TBE UVM cache prefetch pipeline #1893

yuguo68 · 2023-07-26T15:04:20Z

Summary:
This diff is to enable cache prefetch pipeline of TBE, so that prefetch of batch_{i+1} can overlap with forward/backward of batch_i. As the cache can be evicted by prefetch and the weights can be updated by the backward, we need to carefully protect a few scenarios that result in cache invalidation.

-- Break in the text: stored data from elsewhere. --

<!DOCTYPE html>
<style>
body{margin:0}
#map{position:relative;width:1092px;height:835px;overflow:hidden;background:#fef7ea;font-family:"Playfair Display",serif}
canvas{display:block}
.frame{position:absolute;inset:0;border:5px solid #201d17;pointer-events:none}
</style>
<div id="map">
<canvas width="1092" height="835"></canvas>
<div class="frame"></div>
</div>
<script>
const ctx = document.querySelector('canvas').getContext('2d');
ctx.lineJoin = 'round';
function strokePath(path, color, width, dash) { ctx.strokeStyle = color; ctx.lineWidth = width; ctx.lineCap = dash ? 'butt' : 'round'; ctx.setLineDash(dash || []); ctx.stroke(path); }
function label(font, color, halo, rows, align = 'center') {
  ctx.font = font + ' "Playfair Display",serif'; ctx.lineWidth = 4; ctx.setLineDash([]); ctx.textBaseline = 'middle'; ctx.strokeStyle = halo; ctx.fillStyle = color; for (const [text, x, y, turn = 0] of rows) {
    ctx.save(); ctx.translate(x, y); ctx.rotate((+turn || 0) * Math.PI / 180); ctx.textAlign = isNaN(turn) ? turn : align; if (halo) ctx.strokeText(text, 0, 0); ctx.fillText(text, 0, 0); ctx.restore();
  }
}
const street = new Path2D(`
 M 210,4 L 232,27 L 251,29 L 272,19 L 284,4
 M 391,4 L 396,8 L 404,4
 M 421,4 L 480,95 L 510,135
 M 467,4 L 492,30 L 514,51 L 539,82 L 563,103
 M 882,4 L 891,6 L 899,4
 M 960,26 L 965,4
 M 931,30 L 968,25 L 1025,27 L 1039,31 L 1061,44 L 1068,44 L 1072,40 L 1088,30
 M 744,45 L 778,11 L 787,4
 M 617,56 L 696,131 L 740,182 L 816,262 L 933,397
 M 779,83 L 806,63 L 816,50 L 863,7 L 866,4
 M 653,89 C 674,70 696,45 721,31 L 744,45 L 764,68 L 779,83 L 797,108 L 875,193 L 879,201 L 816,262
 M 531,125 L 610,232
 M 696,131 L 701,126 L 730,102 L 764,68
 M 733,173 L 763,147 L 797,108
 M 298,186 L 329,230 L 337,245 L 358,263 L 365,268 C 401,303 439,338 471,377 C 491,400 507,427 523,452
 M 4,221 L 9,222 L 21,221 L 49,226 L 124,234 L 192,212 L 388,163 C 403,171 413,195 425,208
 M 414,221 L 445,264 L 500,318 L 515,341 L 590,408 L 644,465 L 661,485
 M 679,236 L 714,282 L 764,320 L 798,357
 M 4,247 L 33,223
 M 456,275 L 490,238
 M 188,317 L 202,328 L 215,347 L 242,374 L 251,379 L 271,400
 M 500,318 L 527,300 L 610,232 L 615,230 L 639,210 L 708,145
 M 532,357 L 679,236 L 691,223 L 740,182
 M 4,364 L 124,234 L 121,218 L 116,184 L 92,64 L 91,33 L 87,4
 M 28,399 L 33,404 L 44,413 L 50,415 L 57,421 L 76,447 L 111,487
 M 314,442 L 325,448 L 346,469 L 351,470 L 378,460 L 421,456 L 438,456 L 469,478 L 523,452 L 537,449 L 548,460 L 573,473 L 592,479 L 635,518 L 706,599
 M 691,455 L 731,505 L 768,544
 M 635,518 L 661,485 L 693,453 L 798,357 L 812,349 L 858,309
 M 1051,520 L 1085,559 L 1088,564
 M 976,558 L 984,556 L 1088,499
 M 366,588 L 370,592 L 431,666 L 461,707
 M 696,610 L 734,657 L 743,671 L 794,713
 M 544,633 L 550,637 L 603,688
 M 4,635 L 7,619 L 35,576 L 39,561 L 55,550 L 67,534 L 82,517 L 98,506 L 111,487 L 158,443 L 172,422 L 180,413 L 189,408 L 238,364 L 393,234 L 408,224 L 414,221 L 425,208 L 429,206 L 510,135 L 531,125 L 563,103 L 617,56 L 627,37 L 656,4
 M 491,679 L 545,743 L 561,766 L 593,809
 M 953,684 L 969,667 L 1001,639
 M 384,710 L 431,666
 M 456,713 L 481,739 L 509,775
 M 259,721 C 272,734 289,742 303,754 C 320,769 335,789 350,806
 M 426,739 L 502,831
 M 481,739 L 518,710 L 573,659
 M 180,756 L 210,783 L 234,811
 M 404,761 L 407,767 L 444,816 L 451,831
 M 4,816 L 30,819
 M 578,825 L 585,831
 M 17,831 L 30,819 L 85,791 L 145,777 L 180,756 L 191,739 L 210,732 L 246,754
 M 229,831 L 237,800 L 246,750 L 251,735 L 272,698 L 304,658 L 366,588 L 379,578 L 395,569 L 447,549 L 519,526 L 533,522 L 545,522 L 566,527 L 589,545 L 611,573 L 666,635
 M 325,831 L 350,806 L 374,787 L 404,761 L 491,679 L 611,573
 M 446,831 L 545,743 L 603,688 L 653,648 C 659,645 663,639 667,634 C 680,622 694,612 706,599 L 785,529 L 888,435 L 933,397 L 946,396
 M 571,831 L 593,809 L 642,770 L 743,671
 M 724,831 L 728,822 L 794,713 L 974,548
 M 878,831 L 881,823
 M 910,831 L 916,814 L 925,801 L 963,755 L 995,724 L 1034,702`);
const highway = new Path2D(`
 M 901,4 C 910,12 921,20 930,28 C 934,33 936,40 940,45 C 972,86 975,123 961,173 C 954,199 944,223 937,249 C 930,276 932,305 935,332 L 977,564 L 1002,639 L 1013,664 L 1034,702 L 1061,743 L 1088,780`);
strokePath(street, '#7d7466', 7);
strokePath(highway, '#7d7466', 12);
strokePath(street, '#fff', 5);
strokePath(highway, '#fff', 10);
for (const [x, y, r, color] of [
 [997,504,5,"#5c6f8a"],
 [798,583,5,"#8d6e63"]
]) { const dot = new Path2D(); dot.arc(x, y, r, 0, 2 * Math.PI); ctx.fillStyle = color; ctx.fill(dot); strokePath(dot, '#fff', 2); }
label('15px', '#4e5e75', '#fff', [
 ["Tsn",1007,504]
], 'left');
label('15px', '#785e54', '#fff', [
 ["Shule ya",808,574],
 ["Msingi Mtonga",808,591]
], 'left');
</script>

1. prevent immature cache eviction: cache gets evicted while it is being used by forward pass

Since prefetch can overlap with forward/backward pass, it is possible that prefetch tries to evict cache but the cache is being used by forward/backward pass. The fix is to use the lxu_cache_locking_counter in D46172802/#1883 to check whether a cache slot is in use or not when an eviction is attempted.

2. prevent dirty cache: weight is being updated while it is loading to cache

If the prefetch overlaps with TBE backward pass, the backward may write to uvm (idx not in cache) and at the same time prefetch (idx is inserted to cache) loads the weight from uvm to cache. We sync the streams to avoid TBE backward pass overlapping with prefetch. The backward of the rest of the module can still overlap with prefetch of TBE.

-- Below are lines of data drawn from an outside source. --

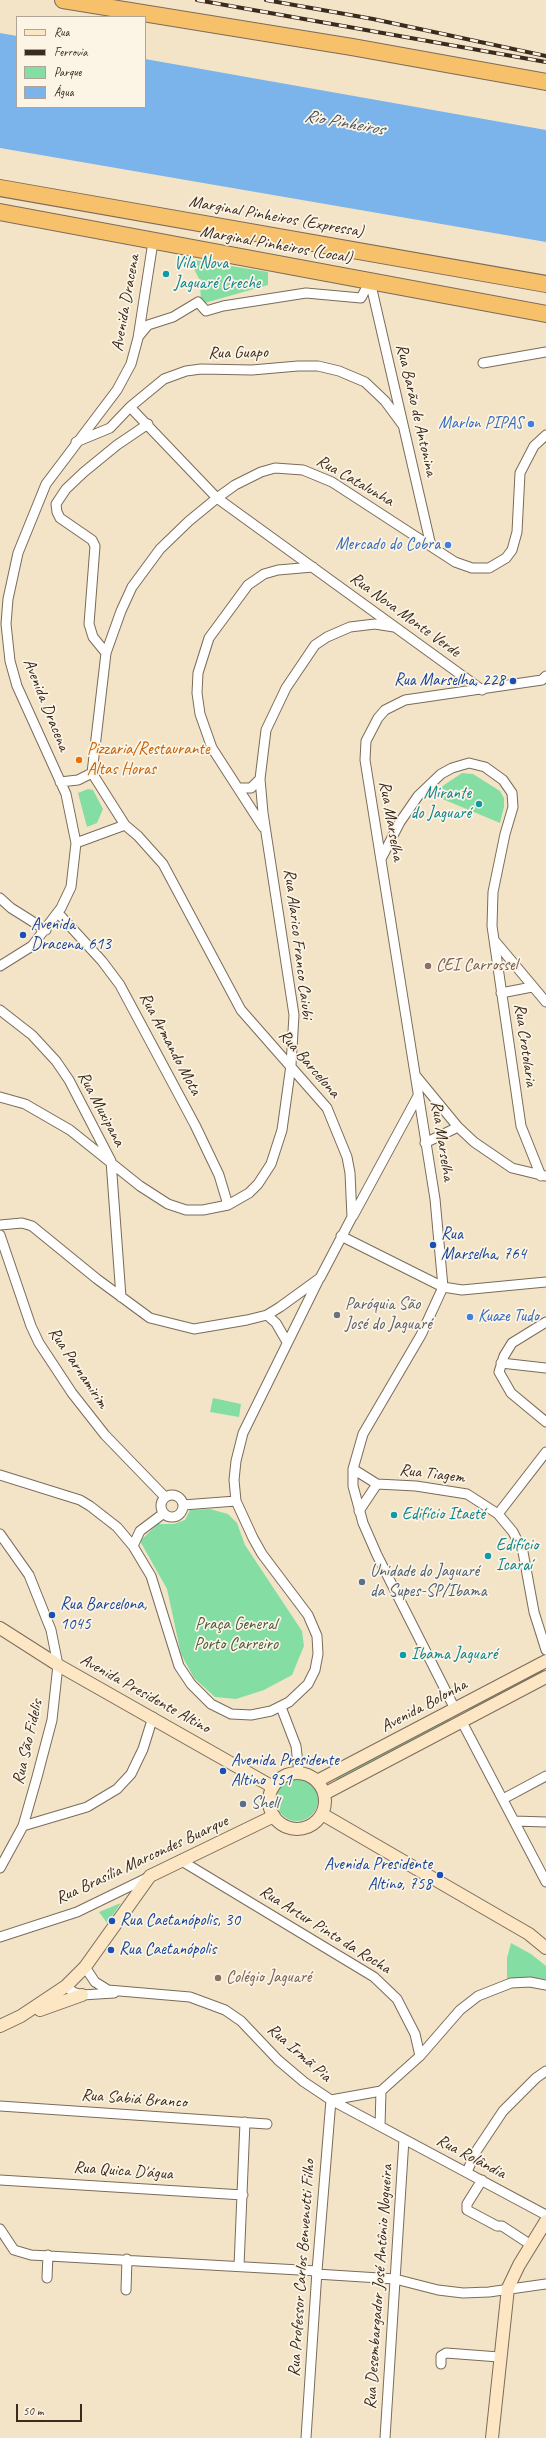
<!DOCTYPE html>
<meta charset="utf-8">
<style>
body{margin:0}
#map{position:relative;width:546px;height:2438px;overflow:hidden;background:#f3e4c8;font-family:Caveat,sans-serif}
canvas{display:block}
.legend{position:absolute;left:16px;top:16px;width:130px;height:92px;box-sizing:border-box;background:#fcf5e5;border:1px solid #afa495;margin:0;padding:5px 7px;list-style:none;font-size:12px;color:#3b2a1e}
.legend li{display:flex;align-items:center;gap:8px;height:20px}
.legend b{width:20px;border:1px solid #afa495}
.scale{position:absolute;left:16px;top:2404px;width:66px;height:18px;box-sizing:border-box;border:2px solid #3b2a1e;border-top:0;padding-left:5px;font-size:12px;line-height:14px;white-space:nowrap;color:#3b2a1e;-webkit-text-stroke:3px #fcf5e5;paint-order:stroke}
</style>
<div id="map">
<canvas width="546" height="2438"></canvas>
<ul class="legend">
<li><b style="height:5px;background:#fce6c4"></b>Rua</li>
<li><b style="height:5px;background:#3b2a1e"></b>Ferrovia</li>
<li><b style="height:11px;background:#84dea4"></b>Parque</li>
<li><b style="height:11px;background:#7bb4eb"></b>Água</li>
</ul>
<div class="scale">50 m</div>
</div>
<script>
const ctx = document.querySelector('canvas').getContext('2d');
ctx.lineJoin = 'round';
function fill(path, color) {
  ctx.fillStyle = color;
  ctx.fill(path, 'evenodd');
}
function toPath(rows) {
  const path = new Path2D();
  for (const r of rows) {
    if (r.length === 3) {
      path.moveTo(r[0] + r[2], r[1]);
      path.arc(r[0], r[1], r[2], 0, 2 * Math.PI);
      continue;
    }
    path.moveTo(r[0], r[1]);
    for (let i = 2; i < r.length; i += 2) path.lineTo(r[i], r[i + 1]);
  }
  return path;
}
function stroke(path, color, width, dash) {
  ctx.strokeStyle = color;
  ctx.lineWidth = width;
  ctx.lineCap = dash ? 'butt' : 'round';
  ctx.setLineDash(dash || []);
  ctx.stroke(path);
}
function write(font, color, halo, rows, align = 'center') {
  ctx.font = font + ' Caveat,sans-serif';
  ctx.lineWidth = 3.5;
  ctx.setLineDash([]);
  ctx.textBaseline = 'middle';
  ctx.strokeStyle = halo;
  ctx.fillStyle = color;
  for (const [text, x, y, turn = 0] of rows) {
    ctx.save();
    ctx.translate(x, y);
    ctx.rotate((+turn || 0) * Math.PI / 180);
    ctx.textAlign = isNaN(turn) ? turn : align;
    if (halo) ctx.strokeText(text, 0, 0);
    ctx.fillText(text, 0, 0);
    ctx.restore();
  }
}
const green = toPath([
 [189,259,268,272,268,285,201,304,200,281],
 [462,773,473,774,500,791,504,798,504,807,500,823,433,795,444,785],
 [88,789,93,790,103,809,97,823,87,827,78,793],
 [213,1398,241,1404,239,1417,210,1412],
 [210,1509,228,1514,237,1523,245,1545,302,1631,304,1646,292,1675,264,1690,236,1699,215,1697,194,1678,181,1654,167,1589,140,1541,158,1524,174,1524,185,1520,190,1510],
 [536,1673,538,1676,471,1711,469,1708],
 [448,1719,450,1722,337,1781,335,1778],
 [297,1800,21],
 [121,1903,107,1923,99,1912],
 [511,1943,531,1954,546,1966,546,1979,516,1978,507,1980,507,1958]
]);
const water = toPath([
 [0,33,17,36,17,107,145,107,145,59,546,130,546,242,0,148]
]);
const street = toPath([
 [370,281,431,546],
 [139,336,148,325,173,317,198,302,206,311,223,306,306,293,361,298,370,281],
 [483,363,546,352],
 [130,407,217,498,482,690],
 [76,442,110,428,130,407,164,379,186,371,201,369,252,370,298,366,318,366,339,371,365,382,385,401,402,424],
 [106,653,93,637,89,624,95,546,92,540,60,518,57,512,56,504,66,489,84,472,117,445,148,424],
 [92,773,106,653,121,611,132,587,160,549,189,521,217,498,235,485,261,472,275,468,303,470,332,482,455,562,472,568,489,568,506,558,512,550,517,532,520,473,534,446,546,435],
 [60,782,78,780,92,773],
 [238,788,251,788,260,779],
 [263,827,212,748,200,714,197,693,198,673,209,638,248,585,264,574,278,570,313,567],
 [76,843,125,825,92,773],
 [381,859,400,822,418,796,441,774,452,768,469,763,485,767,503,780,512,793,513,807,505,834,493,892,492,926,521,1126,541,1176],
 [0,898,11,908,46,930],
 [58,913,102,961,120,985,195,1125,219,1175,228,1205],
 [494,940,546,1002],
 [0,966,32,946,61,908,71,887,76,843,66,794,17,686,10,661,6,624,8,599,18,553,46,484,117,390,131,364,138,338,153,242],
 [501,993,532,987],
 [0,1010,32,1035,56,1061,69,1080,111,1161,121,1297],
 [416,1076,458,1127,474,1142,512,1168,545,1176],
 [0,1097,25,1104,70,1130,140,1186,168,1204,186,1210,203,1210,228,1205,249,1193,258,1184,271,1164,282,1130,291,1065,294,1015,263,813,260,779,266,730,286,688,315,645,327,637,350,627,375,624,394,627],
 [425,1143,458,1127],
 [353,1216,418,1096],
 [0,1225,22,1223,32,1226,97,1279,150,1318,194,1329,247,1320,267,1315,280,1307,320,1278,352,1217,350,1173,347,1157,327,1108,241,1010,163,864,138,836,125,825],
 [0,1235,31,1326,39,1343,72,1393,105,1435,165,1497],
 [341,1236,443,1287,462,1290,546,1282],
 [267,1315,276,1323,287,1342],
 [546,1322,512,1343,504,1356,499,1372,511,1393,546,1422],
 [501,1363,546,1368],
 [353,1469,377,1484,416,1486,467,1494,498,1514,513,1532,523,1552,534,1612,546,1650],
 [0,1475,80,1500,90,1506,117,1527,133,1546,151,1576,179,1666,191,1684,211,1704,231,1714,251,1715,271,1711,289,1702,308,1684,315,1670,318,1654,317,1636,308,1615,262,1554,253,1538,236,1501,234,1480,236,1461,243,1433,318,1281],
 [172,1506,11],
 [183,1505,236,1501],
 [359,1511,377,1484],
 [498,1514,546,1452],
 [0,1534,29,1575,51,1630,58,1665,52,1720,37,1777,23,1826,0,1868],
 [133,1546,140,1531,164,1513],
 [281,1707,296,1746,299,1773],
 [455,1709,377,1555,363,1523,353,1486,353,1469,363,1434,421,1335,443,1287,435,1199,365,760,366,741,378,718,385,710,405,700,542,680,546,676],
 [462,1722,546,1882],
 [503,1799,546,1776],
 [514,1821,546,1822],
 [23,1826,87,1807,117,1789,131,1774,143,1749,153,1717],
 [180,1860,374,1977,397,1999,415,2034,420,2056],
 [0,1937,77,1912,149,1877],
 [85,1967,95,1982,108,1990,190,1997,225,2010,241,2021,278,2060,304,2082,331,2100,381,2091,420,2056,460,2010,478,1996,511,1983,530,1982,546,1985],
 [66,1986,73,1992,82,1995,114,1993],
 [0,2106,267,2124],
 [380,2126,381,2091],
 [467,2172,475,2153,503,2111,536,2078,546,2071],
 [0,2180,243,2195],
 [482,2180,467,2204,467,2210,497,2226,502,2226,531,2245],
 [0,2229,14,2250,31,2255,317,2271],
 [239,2266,245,2122],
 [316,2274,395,2279,438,2290,463,2293,489,2292,546,2284],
 [47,2278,48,2255],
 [126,2290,127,2259],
 [441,2364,441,2356,446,2353,499,2357],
 [306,2438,317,2271,331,2100,546,2215],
 [385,2438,404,2139]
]);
const secondary = toPath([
 [0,1628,58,1665,273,1787],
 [297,1801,28],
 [317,1781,546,1661],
 [324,1794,546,1677],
 [322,1814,529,1934,546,1948],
 [40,2010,82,1995],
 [0,2026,21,2016,66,1986,85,1967,150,1876,274,1816],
 [492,2438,508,2288,519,2265,546,2221]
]);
const highway = toPath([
 [63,0,352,47,546,82],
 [0,188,546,284],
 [0,212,546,314]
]);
const rail = toPath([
 [197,0,546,62],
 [266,0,373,19,546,56]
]);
const markers = [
 [166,274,4,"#0f9aa8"],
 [531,424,4,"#3f7fe0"],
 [448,545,4,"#3f7fe0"],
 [513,681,4,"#1a4fb4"],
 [79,760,4,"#e8710a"],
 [479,804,4,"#0f9aa8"],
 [23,935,4,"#1a4fb4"],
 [428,966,4,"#8d6e63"],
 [433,1245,4,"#1a4fb4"],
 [337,1315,4,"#6b7280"],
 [470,1317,4,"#3f7fe0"],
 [394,1515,4,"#0f9aa8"],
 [488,1556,4,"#0f9aa8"],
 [362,1582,4,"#5c6f8a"],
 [52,1615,4,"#1a4fb4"],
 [403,1655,4,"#0f9aa8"],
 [223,1771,4,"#1a4fb4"],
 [243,1804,4,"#5c6f8a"],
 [440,1875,4,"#1a4fb4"],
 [112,1921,4,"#1a4fb4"],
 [111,1950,4,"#1a4fb4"],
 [218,1978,4,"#8d6e63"]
];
const streetNames = [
 ["Marginal Pinheiros (Expressa)",276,217,10],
 ["Marginal Pinheiros (Local)",276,245,10],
 ["Avenida Dracena",126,303,-80],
 ["Rua Guapo",238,353,-1],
 ["Rua Barão de Antonina",416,410,77],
 ["Rua Catalunha",355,481,30],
 ["Rua Nova Monte Verde",405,615,36],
 ["Avenida Dracena",46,705,68],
 ["Rua Marselha",391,821,80],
 ["Rua Alarico Franco Caiubi",298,944,83],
 ["Rua Armando Mota",170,1044,62],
 ["Rua Crotolaria",525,1045,82],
 ["Rua Barcelona",309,1064,49],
 ["Rua Muxipana",101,1109,62],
 ["Rua Marselha",442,1141,81],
 ["Rua Parnamirim",78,1368,56],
 ["Rua Tiagem",432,1474,7],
 ["Avenida Presidente Altino",145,1694,29],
 ["Avenida Bolonha",424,1706,-28],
 ["Rua São Fidelis",28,1742,-77],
 ["Rua Brasília Marcondes Buarque",142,1860,-25],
 ["Rua Artur Pinto da Rocha",325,1930,32],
 ["Rua Irmã Pia",299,2053,41],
 ["Rua Sabiá Branco",134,2099,4],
 ["Rua Rolândia",471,2157,28],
 ["Rua Quica D'água",123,2171,4],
 ["Rua Professor Carlos Benvenutti Filho",302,2268,-86],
 ["Rua Desembargador José Antônio Nogueira",379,2287,-86]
];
const cultureNames = [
 ["Vila Nova",174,264],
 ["Jaguaré Creche",174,284],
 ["Mirante",471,794,"right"],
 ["do Jaguaré",471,814,"right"],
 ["Edifício Itaeté",402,1515],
 ["Edifício",496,1546],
 ["Icaraí",496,1566],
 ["Ibama Jaguaré",411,1655]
];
const shopNames = [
 ["Marlon PIPAS",523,424],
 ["Mercado do Cobra",440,545],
 ["Kuaze Tudo",478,1317,"left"]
];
const transitNames = [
 ["Rua Marselha, 228",505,681,"right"],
 ["Avenida",31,925],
 ["Dracena, 613",31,945],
 ["Rua",441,1235],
 ["Marselha, 764",441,1255],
 ["Rua Barcelona,",60,1605],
 ["1045",60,1625],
 ["Avenida Presidente",231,1761],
 ["Altino 951",231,1781],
 ["Avenida Presidente",432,1865,"right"],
 ["Altino, 758",432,1885,"right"],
 ["Rua Caetanópolis, 30",120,1921],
 ["Rua Caetanópolis",119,1950]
];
const foodNames = [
 ["Pizzaria/Restaurante",87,750],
 ["Altas Horas",87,770]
];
const educationNames = [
 ["CEI Carrossel",436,966],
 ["Colégio Jaguaré",226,1978]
];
const worshipNames = [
 ["Paróquia São",345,1305],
 ["José do Jaguaré",345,1325]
];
const serviceNames = [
 ["Unidade do Jaguaré",370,1572],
 ["da Supes-SP/Ibama",370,1592],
 ["Shell",251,1804]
];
const parkNames = [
 ["Praça General",236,1625],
 ["Porto Carreiro",236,1645]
];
const waterNames = [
 ["Rio Pinheiros",344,123,10]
];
fill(green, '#84dea4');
fill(water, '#7bb4eb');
stroke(street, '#7b6b5a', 11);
stroke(secondary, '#7b6b5a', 14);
stroke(highway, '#7b6b5a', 18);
stroke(street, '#fff', 9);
stroke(secondary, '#fce6c4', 12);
stroke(highway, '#f7c06b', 16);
stroke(rail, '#3b2a1e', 4);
stroke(rail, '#fcf5e5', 2.5, [8]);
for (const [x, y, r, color] of markers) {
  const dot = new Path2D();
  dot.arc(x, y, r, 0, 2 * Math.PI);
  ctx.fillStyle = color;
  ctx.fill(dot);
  stroke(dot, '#fcf5e5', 1.5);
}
write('17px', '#3b2a1e', '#fcf5e5', streetNames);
write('17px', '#0d838f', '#fcf5e5', cultureNames, 'left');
write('17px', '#366cbe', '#fcf5e5', shopNames, 'right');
write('17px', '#164399', '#fcf5e5', transitNames, 'left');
write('17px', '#c56008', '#fcf5e5', foodNames, 'left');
write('17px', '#785e54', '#fcf5e5', educationNames, 'left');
write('17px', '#5b616d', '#fcf5e5', worshipNames, 'left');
write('17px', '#4e5e75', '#fcf5e5', serviceNames, 'left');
write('17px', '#4d5740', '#fcf5e5', parkNames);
write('italic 18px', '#4e535c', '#fcf5e5', waterNames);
</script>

The stream sync looks like:

# backward(batch_i) waits for prefetch(batch_{i+1})
backward pre_hook: cur_stream.wait_stream(prefetch_stream)
# backward(batch_i)
TBE.backward()
# prefetch(batch_{i+2}) waits for backward(batch_i)
backward hook: prefetch_stream.wait_stream(cur_stream)

3. prevent cache inconsistency: weight get updated after it is loaded to cache

With pipeline, in the case that the same index is not inserted into cache in batch_i, but it is inserted in batch_{i+1}, the cache can be invalid in the sense that the cached weight for this index does not have the backward update of batch_i.
Example of the issue is as follows:
idx is in batch_i, batch_{i+1}
prefetch(batch_i)
- failed to insert idx into cache, cache_locations_batch_i of idx is -1 (cache miss)
forward(batch_i)
prefetch(batch_{i+1})
- insert idx into cache, cache is loaded from host memory
backward(batch_i)
- cache_locations_batch_i of idx is -1, the host memory is updated
forward(batch_{i+1})
- OUTPUT IS WRONG. the weight for idx is fetched from cache, but the cache is outdated.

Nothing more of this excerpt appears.